You'd rather act otherwise if the law didn't exist. It follows, then,
that you, in the depths of your heart, are an enemy of the law. What do
you mean, therefore, by teaching another not to steal, when you, in the
depths of your heart, are a thief and would be one outwardly too, if you
dared. (Of course, outward work doesn't last long with such hypocrites.)
So then, you teach others but not yourself; you don't even know what you
are teaching. You've never understood the law rightly. Furthermore, the
law increases sin, as St. Paul says in chapter 5. That is because a
person becomes more and more an enemy of the law the more it demands of
him what he can't possibly do.
In
chapter 7, St. Paul says, “The law is spiritual.” What does that
mean? If the law were physical, then it could be satisfied by works, but
since it is spiritual, no one can satisfy it unless everything he does
springs from the depths of the heart. But no one can give such a heart
except the Spirit of God, who makes the person be like the law, so that
he actually conceives a heartfelt longing for the law and henceforward
does everything, not through fear or coercion, but from a free heart.
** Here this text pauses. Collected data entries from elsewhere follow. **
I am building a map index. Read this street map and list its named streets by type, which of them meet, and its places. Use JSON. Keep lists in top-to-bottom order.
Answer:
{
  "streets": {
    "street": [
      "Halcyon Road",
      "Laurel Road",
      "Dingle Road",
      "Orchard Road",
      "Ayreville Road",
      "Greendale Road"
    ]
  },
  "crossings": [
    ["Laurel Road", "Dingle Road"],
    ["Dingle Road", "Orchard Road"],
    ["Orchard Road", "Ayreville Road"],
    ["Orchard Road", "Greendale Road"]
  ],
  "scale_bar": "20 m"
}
Such a law is spiritual since it can only be loved and fulfilled by such
a heart and such a spirit. If the Spirit is not in the heart, then there
remain sin, aversion and enmity against the law, which in itself is
good, just and holy. You must get used to the idea that it is one thing
to do the works of the law and quite another to fulfill it. The works of
the law are every thing that a person does or can do of his own free
will and by his own powers to obey the law. But because in doing such
works the heart abhors the law and yet is forced to obey it, the works
are a total loss and are completely useless. That is what St. Paul means
in chapter 3 when he says, “No human being is justified before God
through the works of the law.” From this you can see that the
schoolmasters [i.e., the scholastic theologians] and sophists are
seducers when they teach that you can prepare yourself for grace by
means of works. How can anybody prepare himself for good by means of
works if he does no good work except with aversion and constraint in his
heart? How can such a work please God, if it proceeds from an averse and
unwilling heart?
But
to fulfill the law means to do its work eagerly, lovingly and freely,
without the constraint of the law; it means to live well and in a manner
pleasing to God, as though there were no law or punishment. It is the
Holy Spirit, however, who puts such eagerness of unconstained love into
the heart, as Paul says in chapter 5. But the Spirit is given only in,
with, and through faith in Jesus Christ, as Paul says in his
introduction. So, too, faith comes only through the word of God, the
Gospel, that preaches Christ: how he is both Son of God and man, how he
died and rose for our sake. Paul says all this in chapters 3, 4 and 10.
That is why faith alone makes someone just and fulfills the law; faith
it is that brings the Holy Spirit through the merits of Christ. The
Spirit, in turn, renders the heart glad and free, as the law demands.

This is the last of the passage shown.